Tangier port town in Morocco is an extraordinary location, at the intersection of the westernmost tip of the Arab World (al-Maghreb), the northernmost tip of Africa and the closest point to Europe.
From the indigenous Berber people to the Phoenicians, Romans and Moors, this region has been contested for thousands of years. It is the seat of an ancient and advanced maritime civilization.
In 1325, writer Ibn Battuta, at the age of 21, set out to explore the world. He travelled to and documented 40 countries and was the first of the great legacy of literature from Tangier.
However, it was during the the international zone period from 1912 to 1956 that Tangier embraced its identity as a literary capital of the world. A flood of writers, painters and musicians came to the city and gave birth to a golden age.
Journalist Walter Harris arrived in Tangier in 1886 and spent the rest of his life there. He was laid to rest at the Church of St Andrew in 1933, the Arabesque Anglican church Henri Matisse painted during his residency in 1912.
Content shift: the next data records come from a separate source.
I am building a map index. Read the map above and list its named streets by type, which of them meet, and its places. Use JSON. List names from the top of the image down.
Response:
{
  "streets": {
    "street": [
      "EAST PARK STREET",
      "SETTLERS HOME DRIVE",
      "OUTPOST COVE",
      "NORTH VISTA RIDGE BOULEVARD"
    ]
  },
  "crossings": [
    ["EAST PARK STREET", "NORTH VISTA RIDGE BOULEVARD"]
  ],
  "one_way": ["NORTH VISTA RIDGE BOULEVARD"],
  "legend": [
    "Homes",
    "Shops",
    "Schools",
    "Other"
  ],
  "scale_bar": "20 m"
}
Between 1924 and 1956, the Interzone, under the joint administration of France, Spain and Britain, began humming with cultural diversity. It was the scene of the Beat writers, with Jack Kerouac visiting and William Burroughs settling to write Naked Lunch.
Tangier was a home away from home for the Rolling Stones, with founder Brian Jones falling in love with and recording the spectacular Jajouka music from the southern Rif mountains – an ancient, healing fusion of Berber, African and Arabic sounds with Sufi rhythms.
Coupled with the endearing mixture of European and North African architecture; endless views of the Mediterranean and the Strait of Gibraltar; the abundance of kif, hashish and freedom, Tangier developed a reputation for a bohemian spirit and café culture that gave birth to unique characterisations, conversations and stories.
Truman Capote wrote about visiting Tangier: “Withdraw all your savings and say goodbye to your friends – heaven knows when you will see them again.”
This was the case for Paul Bowles and his wife Jane, who made the city their home and contributed to the magical tapestry of literature and culture with books of their own and translations and recordings of Moroccan writers and musicians.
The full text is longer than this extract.